** MATERIAL FOR THIS EXERCISE follows **
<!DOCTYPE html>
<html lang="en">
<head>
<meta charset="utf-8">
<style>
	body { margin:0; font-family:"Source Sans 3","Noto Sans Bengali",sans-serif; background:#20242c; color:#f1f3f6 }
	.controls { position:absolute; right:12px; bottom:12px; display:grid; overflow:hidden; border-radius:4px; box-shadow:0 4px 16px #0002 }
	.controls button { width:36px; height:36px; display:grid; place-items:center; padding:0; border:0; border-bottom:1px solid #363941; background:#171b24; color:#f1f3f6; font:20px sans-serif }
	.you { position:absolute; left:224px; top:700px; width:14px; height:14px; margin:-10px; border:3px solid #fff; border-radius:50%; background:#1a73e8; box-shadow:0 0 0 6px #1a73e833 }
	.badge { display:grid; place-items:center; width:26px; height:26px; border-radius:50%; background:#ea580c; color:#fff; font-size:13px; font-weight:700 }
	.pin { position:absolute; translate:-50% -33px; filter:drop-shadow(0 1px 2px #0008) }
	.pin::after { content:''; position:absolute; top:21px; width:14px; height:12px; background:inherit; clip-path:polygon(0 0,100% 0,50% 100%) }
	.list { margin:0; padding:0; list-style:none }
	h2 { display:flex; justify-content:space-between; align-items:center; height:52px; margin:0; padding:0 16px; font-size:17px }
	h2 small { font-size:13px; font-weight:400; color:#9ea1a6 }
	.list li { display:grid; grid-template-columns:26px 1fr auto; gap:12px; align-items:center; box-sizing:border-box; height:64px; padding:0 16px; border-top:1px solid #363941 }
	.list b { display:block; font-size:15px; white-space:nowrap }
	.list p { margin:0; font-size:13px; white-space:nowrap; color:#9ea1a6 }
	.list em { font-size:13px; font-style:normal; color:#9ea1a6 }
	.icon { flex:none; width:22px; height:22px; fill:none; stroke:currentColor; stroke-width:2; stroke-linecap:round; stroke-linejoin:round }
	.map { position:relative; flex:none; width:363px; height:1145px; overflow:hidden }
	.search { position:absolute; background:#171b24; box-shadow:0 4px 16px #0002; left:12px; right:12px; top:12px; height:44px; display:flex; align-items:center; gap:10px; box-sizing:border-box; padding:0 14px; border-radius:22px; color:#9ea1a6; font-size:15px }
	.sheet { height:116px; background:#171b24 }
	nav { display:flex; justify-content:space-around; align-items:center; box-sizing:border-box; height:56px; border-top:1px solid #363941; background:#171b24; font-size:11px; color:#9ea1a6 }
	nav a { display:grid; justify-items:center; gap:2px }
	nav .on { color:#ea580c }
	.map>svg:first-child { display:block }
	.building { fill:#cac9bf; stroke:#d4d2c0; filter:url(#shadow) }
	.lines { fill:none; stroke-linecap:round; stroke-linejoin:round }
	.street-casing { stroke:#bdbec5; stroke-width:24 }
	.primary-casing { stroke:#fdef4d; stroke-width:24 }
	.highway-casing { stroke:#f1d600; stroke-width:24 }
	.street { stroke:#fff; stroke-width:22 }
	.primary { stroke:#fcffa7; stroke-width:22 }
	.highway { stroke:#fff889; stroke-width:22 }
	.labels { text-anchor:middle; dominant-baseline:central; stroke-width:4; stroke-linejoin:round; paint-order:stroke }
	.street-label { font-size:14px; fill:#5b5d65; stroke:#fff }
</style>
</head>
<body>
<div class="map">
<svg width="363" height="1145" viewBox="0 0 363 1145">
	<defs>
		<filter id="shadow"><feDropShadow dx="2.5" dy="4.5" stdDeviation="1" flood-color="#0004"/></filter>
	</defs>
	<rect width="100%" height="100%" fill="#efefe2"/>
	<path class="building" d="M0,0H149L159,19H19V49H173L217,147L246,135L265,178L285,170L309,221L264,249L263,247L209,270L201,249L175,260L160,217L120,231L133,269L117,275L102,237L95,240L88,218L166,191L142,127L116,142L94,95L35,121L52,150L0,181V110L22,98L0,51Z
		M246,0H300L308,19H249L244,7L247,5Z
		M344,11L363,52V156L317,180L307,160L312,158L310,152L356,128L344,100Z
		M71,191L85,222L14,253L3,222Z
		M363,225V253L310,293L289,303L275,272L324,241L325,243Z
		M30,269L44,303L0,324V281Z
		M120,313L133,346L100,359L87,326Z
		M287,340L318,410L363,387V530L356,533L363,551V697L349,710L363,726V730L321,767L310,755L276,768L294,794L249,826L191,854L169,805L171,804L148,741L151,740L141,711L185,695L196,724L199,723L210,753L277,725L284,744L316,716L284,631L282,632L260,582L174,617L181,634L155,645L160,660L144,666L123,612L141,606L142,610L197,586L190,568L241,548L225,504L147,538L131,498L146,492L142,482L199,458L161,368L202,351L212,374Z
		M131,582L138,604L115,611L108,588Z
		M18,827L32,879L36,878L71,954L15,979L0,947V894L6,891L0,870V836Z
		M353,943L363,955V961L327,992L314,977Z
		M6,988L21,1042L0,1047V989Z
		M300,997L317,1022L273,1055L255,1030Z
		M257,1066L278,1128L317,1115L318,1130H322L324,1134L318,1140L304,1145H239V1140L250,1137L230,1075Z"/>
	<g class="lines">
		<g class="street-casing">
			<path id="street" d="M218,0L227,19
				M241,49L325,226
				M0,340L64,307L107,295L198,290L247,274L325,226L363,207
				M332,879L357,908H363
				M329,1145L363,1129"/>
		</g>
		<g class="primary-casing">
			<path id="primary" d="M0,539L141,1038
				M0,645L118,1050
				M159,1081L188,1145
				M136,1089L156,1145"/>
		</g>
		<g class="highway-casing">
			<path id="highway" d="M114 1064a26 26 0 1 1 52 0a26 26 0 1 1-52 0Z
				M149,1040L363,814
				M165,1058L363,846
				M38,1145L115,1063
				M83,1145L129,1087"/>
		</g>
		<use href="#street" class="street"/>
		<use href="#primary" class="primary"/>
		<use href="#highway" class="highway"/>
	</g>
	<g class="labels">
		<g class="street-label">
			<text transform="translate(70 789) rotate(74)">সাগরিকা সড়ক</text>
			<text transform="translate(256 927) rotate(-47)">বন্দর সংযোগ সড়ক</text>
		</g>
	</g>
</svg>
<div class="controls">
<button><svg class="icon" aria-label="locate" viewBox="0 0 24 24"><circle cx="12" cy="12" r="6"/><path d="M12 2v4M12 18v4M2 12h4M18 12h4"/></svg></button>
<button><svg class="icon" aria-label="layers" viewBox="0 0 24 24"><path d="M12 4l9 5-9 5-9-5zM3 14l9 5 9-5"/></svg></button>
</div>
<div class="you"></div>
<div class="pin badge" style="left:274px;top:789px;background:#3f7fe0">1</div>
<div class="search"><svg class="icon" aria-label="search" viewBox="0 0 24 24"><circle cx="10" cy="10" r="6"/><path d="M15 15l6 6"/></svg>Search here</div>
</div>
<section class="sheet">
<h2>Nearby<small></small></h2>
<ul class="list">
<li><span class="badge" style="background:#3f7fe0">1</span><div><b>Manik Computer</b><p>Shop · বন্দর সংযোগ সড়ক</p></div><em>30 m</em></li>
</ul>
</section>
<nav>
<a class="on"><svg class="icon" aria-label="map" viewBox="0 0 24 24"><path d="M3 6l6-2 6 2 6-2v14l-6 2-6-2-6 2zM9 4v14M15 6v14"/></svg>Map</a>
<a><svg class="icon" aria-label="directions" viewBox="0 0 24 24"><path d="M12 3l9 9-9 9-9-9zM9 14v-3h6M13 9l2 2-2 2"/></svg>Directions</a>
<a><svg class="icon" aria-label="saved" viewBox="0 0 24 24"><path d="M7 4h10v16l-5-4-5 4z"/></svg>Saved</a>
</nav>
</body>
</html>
** End of MATERIAL FOR THIS EXERCISE **
→ **TASK GOAL**:
Take the lines from the top of the data through the one that contains "font-size:13px; font-weight:400; color:#9ea1a6" and copy them exactly, leaving out every line after it.

→ **FINAL ANSWER**:
<!DOCTYPE html>
<html lang="en">
<head>
<meta charset="utf-8">
<style>
	body { margin:0; font-family:"Source Sans 3","Noto Sans Bengali",sans-serif; background:#20242c; color:#f1f3f6 }
	.controls { position:absolute; right:12px; bottom:12px; display:grid; overflow:hidden; border-radius:4px; box-shadow:0 4px 16px #0002 }
	.controls button { width:36px; height:36px; display:grid; place-items:center; padding:0; border:0; border-bottom:1px solid #363941; background:#171b24; color:#f1f3f6; font:20px sans-serif }
	.you { position:absolute; left:224px; top:700px; width:14px; height:14px; margin:-10px; border:3px solid #fff; border-radius:50%; background:#1a73e8; box-shadow:0 0 0 6px #1a73e833 }
	.badge { display:grid; place-items:center; width:26px; height:26px; border-radius:50%; background:#ea580c; color:#fff; font-size:13px; font-weight:700 }
	.pin { position:absolute; translate:-50% -33px; filter:drop-shadow(0 1px 2px #0008) }
	.pin::after { content:''; position:absolute; top:21px; width:14px; height:12px; background:inherit; clip-path:polygon(0 0,100% 0,50% 100%) }
	.list { margin:0; padding:0; list-style:none }
	h2 { display:flex; justify-content:space-between; align-items:center; height:52px; margin:0; padding:0 16px; font-size:17px }
	h2 small { font-size:13px; font-weight:400; color:#9ea1a6 }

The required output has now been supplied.